Extract single copy marker genes

Phylogenetic markers are genes (and proteins) which can be used to reconstruct the phylogenetic history of different organisms. One classical phylogenetic marker is the 16S ribosomal RNA gene, which is often-used but is also known to be a sub-optimal phylogenetic marker for some organisms. Efforts to find a good set of protein coding phylogenetic marker genes (Ciccarelli et al., Science, 2006; Sorek et al., Science, 2007) lead to the identification of 40 universal single copy marker genes (MGs). These 40 marker genes occur in single copy in the vast majority of known organisms and they were used to successfully reconstruct a three domain phylogenetic tree (Ciccarelli et al., Science, 2006).
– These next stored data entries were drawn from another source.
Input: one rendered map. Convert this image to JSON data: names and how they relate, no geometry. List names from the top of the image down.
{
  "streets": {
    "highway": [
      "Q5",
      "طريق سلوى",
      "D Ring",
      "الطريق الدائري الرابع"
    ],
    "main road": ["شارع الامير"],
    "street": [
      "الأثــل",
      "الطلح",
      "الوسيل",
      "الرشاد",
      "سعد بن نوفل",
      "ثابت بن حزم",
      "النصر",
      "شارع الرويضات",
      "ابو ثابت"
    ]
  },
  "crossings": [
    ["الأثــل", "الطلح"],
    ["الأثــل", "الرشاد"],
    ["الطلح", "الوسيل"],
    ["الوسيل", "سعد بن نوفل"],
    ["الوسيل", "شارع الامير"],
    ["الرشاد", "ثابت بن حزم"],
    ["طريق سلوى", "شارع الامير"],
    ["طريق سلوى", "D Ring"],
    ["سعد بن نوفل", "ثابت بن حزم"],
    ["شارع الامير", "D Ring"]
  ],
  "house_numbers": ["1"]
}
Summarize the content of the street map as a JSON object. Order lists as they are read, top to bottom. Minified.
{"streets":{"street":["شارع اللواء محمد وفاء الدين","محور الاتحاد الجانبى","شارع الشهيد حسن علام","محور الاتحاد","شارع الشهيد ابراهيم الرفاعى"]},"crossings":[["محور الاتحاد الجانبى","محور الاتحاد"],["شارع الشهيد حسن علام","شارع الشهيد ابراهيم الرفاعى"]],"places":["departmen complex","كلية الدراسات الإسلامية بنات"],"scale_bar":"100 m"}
fetchMG extracts the 40 MGs from genomes and metagenomes in an easy and accurate manner. This is done by utilizing Hidden Markov Models (HMMs) trained on protein alignments of known members of the 40 MGs as well as calibrated cutoffs for each of the 40 MGs. Please note that these cutoffs are only accurate when using complete protein sequences as input files. The output of the program are the protein sequences of the identified proteins, as well as their nucleotide sequences, if the nucleotide sequences of all complete genes are given as an additional input.

fetchMG is available as a standalone package, and also as a built in part of MOCAT.